▶ [Available records]
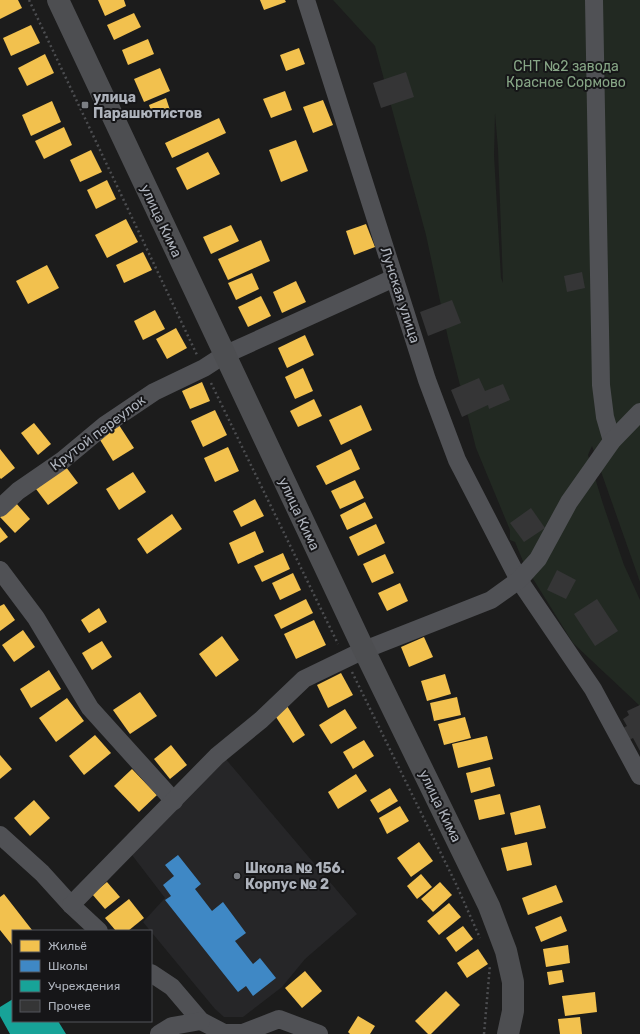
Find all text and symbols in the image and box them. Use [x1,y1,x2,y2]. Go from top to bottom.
park label: СНТ №2 завода Красное Сормово [506,58,626,91]
place label: улица Парашютистов [93,89,202,122]
marker: улица Парашютистов [80,100,90,110]
street label: улица Кима [137,182,185,260]
street label: Лунская улица [376,245,424,345]
street label: Крутой переулок [47,391,149,474]
street label: улица Кима [275,475,323,553]
street label: улица Кима [415,767,465,845]
place label: Школа № 156. Корпус № 2 [245,860,345,893]
marker: Школа № 156. Корпус № 2 [232,871,242,881]
legend [12,930,152,1022]
text: Жильё [48,939,87,953]
text: Школы [48,959,88,973]
text: Учреждения [48,979,120,993]
text: Прочее [48,999,91,1013]

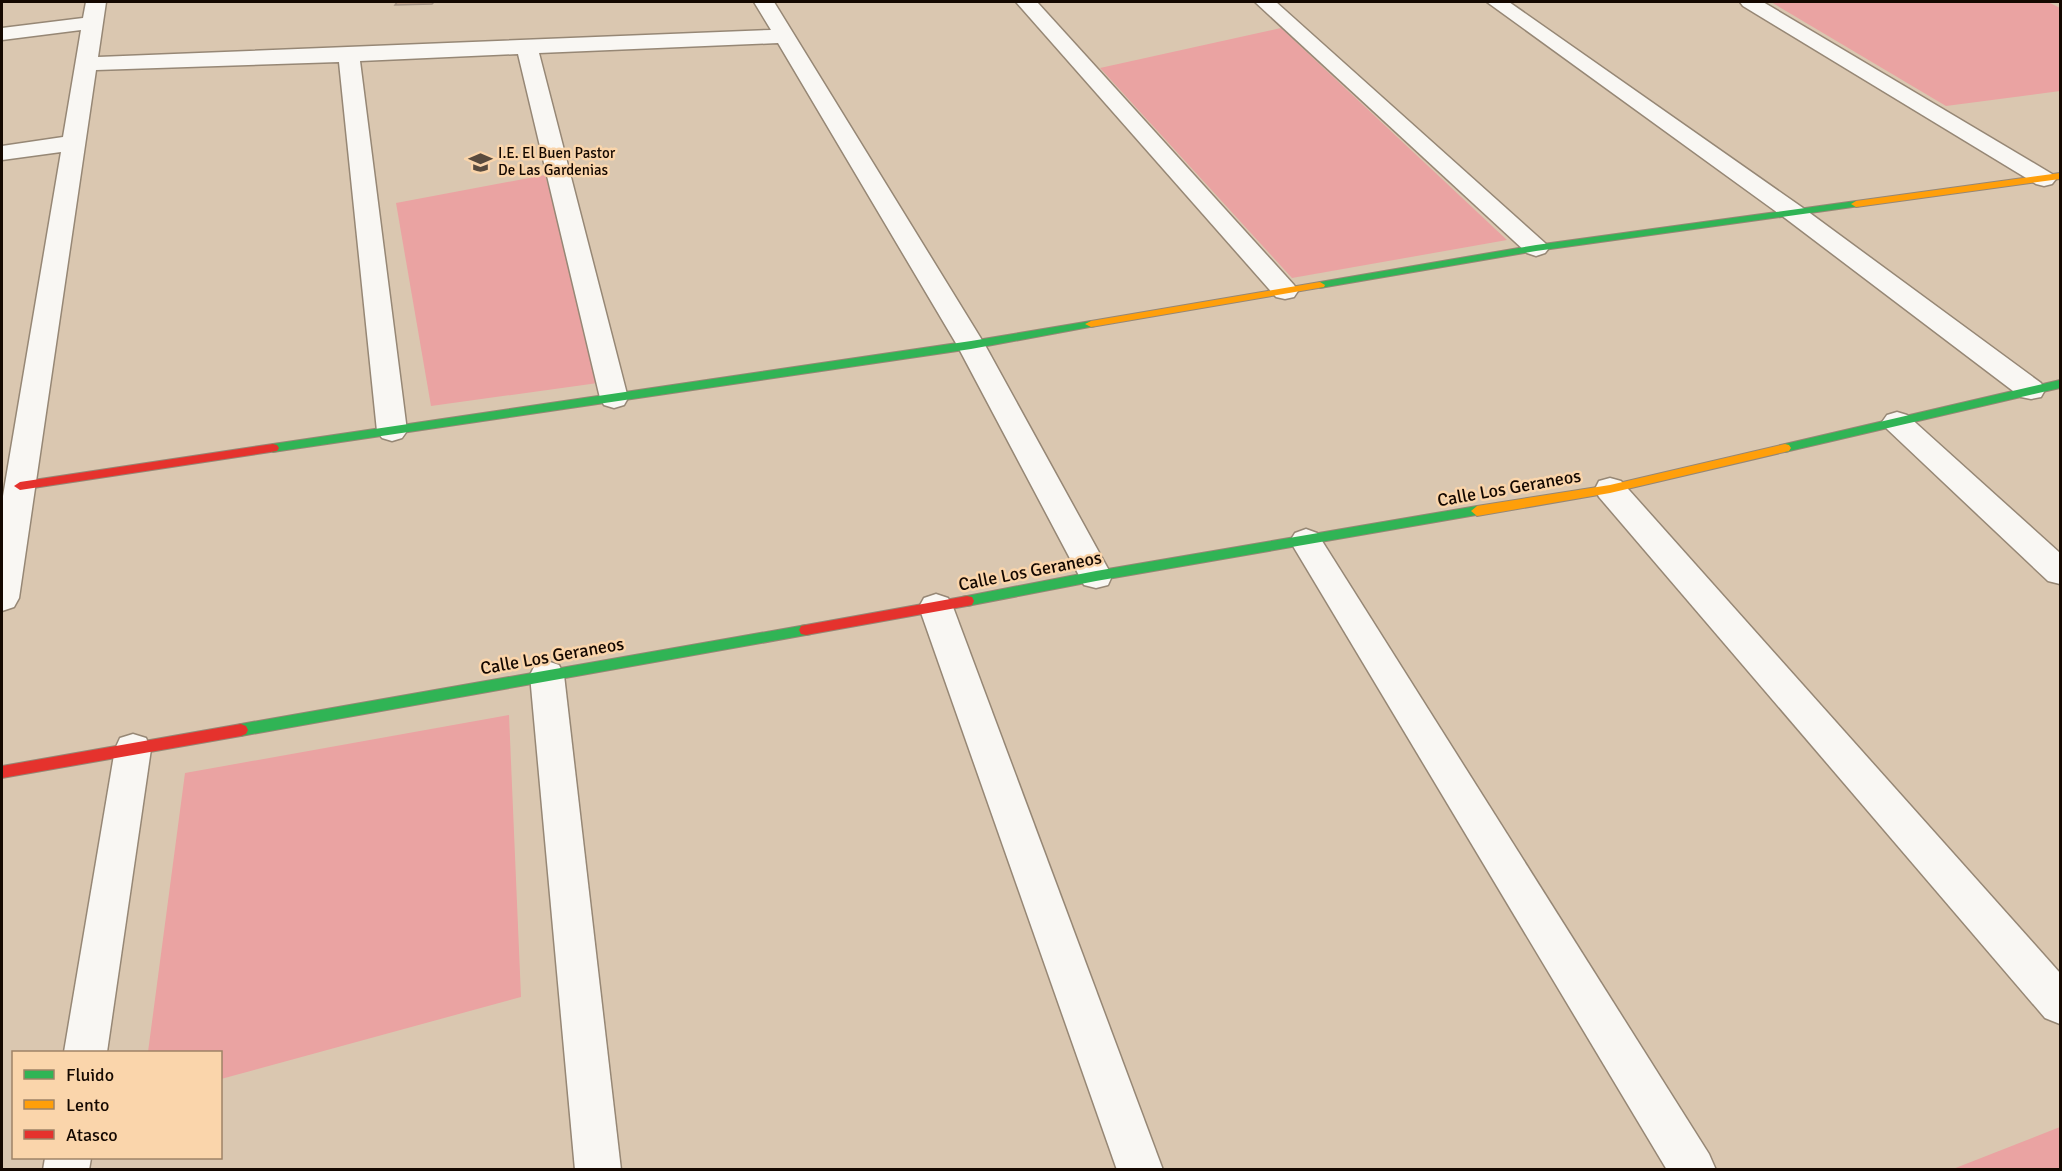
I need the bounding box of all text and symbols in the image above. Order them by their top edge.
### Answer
place label: I.E. El Buen Pastor De Las Gardenias [498,144,616,179]
school or university icon: I.E. El Buen Pastor De Las Gardenias [467,149,493,175]
street label: Calle Los Geraneos [1435,465,1583,511]
street label: Calle Los Geraneos [957,546,1104,596]
street label: Calle Los Geraneos [478,633,626,679]
legend [12,1051,222,1159]
text: Fluido [66,1064,114,1086]
text: Lento [66,1094,109,1116]
text: Atasco [66,1124,118,1146]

▶ [What you have to do]
Return every entry above word for word, leaving pictures out.

▶ [The completed task]
Find all text and symbols in the image and box them. Use [x1,y1,x2,y2]. Go from top to bottom.
park label: СНТ №2 завода Красное Сормово [506,58,626,91]
place label: улица Парашютистов [93,89,202,122]
marker: улица Парашютистов [80,100,90,110]
street label: улица Кима [137,182,185,260]
street label: Лунская улица [376,245,424,345]
street label: Крутой переулок [47,391,149,474]
street label: улица Кима [275,475,323,553]
street label: улица Кима [415,767,465,845]
place label: Школа № 156. Корпус № 2 [245,860,345,893]
marker: Школа № 156. Корпус № 2 [232,871,242,881]
legend [12,930,152,1022]
text: Жильё [48,939,87,953]
text: Школы [48,959,88,973]
text: Учреждения [48,979,120,993]
text: Прочее [48,999,91,1013]

I need the bounding box of all text and symbols in the image above. Order them by their top edge.
### Answer
place label: I.E. El Buen Pastor De Las Gardenias [498,144,616,179]
school or university icon: I.E. El Buen Pastor De Las Gardenias [467,149,493,175]
street label: Calle Los Geraneos [1435,465,1583,511]
street label: Calle Los Geraneos [957,546,1104,596]
street label: Calle Los Geraneos [478,633,626,679]
legend [12,1051,222,1159]
text: Fluido [66,1064,114,1086]
text: Lento [66,1094,109,1116]
text: Atasco [66,1124,118,1146]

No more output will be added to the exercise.